● ASSIGNMENT: Return copies of the lines below that mention "this".

● MATERIAL PROVIDED:
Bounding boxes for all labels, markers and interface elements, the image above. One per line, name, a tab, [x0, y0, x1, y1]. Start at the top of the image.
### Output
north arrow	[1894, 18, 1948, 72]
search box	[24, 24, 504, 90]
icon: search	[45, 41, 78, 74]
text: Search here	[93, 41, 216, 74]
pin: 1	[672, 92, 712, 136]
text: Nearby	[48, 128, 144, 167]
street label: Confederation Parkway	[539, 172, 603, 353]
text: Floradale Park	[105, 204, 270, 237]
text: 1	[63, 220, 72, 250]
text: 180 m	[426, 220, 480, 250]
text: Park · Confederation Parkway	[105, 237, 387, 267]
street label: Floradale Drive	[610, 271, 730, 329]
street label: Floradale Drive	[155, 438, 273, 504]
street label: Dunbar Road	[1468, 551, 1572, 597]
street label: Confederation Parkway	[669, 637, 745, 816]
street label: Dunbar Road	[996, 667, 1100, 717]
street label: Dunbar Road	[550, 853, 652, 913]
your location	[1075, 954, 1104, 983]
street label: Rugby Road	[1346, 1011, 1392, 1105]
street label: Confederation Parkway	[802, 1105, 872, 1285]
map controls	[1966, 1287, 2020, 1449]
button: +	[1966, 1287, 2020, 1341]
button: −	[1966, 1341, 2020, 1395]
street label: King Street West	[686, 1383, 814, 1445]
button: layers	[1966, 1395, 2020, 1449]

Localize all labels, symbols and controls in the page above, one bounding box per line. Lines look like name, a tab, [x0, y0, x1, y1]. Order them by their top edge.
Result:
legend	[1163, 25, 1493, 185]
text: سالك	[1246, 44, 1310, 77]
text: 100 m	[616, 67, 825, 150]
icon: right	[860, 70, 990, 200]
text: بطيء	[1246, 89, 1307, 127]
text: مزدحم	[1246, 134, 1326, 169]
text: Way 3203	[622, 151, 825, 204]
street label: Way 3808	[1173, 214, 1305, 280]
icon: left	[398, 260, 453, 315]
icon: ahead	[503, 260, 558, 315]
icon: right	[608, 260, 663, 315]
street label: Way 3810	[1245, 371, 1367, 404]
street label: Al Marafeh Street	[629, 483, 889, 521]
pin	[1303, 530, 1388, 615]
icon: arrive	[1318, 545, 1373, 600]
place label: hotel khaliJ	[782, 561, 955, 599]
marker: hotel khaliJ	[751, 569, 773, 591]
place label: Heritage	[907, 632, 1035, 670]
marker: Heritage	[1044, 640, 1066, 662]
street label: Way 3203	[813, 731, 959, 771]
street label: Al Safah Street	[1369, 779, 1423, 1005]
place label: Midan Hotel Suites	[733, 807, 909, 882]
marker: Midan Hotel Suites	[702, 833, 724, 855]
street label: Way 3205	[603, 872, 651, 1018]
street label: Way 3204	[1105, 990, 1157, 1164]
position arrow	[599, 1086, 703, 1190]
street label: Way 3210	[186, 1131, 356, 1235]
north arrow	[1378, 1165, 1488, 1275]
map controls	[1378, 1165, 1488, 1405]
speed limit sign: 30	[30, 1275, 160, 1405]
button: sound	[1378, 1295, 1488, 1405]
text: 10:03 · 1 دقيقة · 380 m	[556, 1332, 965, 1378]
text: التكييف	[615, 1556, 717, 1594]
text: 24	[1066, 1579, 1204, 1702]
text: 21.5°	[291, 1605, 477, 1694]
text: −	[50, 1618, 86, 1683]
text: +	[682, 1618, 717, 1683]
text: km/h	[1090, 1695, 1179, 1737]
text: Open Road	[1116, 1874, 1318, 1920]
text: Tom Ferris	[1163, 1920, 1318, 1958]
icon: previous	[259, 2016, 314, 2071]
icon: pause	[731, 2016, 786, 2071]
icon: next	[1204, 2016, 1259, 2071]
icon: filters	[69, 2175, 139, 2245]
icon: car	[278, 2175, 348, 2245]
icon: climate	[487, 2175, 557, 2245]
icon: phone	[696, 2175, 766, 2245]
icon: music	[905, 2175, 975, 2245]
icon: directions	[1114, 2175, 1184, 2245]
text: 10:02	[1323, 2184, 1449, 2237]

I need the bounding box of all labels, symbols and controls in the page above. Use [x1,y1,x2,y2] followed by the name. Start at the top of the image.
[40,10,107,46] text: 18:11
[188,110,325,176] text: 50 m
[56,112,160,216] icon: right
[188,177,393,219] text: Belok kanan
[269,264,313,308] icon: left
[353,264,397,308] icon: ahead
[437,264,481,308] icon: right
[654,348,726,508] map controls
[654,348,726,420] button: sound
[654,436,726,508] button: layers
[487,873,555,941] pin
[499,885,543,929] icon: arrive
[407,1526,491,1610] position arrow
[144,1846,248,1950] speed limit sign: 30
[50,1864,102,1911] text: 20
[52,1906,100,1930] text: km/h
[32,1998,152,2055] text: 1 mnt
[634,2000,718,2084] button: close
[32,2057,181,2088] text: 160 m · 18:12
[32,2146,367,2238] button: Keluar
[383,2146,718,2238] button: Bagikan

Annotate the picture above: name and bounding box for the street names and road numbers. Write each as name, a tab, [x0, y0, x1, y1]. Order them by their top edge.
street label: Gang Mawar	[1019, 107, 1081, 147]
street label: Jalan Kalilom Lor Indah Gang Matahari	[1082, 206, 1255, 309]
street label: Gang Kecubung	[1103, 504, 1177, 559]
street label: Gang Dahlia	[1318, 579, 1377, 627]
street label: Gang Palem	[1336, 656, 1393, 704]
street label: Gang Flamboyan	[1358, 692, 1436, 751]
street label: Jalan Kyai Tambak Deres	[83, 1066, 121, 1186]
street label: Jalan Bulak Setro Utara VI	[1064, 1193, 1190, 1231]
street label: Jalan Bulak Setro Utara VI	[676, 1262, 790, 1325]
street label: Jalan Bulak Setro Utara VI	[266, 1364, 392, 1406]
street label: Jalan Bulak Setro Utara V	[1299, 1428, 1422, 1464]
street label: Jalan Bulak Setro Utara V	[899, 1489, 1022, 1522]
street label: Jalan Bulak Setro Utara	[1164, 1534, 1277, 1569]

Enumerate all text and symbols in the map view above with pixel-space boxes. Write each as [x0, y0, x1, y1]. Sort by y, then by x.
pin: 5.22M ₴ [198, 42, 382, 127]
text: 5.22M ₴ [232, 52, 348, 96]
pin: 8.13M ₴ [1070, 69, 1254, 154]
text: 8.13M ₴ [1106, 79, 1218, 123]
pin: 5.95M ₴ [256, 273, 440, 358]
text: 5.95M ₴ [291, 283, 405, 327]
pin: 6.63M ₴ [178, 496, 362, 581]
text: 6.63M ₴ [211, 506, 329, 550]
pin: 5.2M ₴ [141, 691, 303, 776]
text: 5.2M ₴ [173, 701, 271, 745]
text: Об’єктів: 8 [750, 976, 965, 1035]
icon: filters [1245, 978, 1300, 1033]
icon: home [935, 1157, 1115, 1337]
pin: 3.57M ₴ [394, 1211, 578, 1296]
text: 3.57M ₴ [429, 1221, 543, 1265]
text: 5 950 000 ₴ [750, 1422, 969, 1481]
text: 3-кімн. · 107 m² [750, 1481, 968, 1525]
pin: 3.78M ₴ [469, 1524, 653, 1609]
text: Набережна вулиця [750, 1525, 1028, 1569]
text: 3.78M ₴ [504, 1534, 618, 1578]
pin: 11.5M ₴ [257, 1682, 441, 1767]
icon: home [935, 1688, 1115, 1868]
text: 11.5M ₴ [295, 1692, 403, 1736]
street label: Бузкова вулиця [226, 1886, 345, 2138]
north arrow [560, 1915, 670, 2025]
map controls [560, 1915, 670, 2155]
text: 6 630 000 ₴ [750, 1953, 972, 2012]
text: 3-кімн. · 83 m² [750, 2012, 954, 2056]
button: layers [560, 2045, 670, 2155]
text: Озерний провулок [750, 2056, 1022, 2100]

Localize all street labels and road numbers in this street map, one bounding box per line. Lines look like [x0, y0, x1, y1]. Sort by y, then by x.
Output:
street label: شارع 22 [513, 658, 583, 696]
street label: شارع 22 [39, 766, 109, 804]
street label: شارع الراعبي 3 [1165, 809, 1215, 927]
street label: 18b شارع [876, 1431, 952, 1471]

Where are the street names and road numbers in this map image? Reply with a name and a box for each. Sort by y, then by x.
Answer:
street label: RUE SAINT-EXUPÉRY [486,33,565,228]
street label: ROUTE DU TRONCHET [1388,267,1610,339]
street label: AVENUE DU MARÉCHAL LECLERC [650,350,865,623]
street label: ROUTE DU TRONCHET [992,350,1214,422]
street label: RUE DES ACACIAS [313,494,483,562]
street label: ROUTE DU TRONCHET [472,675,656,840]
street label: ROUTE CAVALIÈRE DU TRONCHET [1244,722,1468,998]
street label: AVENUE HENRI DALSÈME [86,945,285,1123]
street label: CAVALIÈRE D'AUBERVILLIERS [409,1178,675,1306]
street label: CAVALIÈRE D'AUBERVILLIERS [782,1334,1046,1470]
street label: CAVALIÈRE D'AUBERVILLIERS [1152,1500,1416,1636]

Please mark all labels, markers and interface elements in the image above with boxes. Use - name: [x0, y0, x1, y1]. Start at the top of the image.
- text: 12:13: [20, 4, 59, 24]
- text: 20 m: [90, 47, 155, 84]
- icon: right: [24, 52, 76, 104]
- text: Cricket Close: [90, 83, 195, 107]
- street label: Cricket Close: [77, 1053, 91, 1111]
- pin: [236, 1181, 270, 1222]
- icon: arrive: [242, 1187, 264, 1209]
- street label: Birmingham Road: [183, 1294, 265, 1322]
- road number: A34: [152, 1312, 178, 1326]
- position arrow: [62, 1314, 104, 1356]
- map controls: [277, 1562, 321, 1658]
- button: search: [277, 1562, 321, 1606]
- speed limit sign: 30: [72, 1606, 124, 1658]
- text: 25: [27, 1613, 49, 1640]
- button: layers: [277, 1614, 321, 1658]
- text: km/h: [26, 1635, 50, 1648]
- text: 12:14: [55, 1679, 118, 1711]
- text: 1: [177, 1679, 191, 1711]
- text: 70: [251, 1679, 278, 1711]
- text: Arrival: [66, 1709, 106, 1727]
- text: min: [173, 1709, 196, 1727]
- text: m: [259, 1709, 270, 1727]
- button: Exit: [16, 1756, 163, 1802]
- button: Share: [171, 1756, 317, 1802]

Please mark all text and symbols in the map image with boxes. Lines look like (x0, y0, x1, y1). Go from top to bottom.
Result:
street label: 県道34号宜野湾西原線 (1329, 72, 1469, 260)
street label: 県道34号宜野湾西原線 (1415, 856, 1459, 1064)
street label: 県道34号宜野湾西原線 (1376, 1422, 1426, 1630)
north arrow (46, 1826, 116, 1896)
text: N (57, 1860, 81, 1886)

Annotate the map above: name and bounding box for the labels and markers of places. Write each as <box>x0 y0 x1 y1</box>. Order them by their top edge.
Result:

● RESULT:
Localize all street labels and road numbers in this street map, one bounding box per line. Lines look like [x0, y0, x1, y1]. Sort by y, then by x.
Where are the street names and road numbers in this map image? Reply with a name and a box for each. Sort by y, then by x.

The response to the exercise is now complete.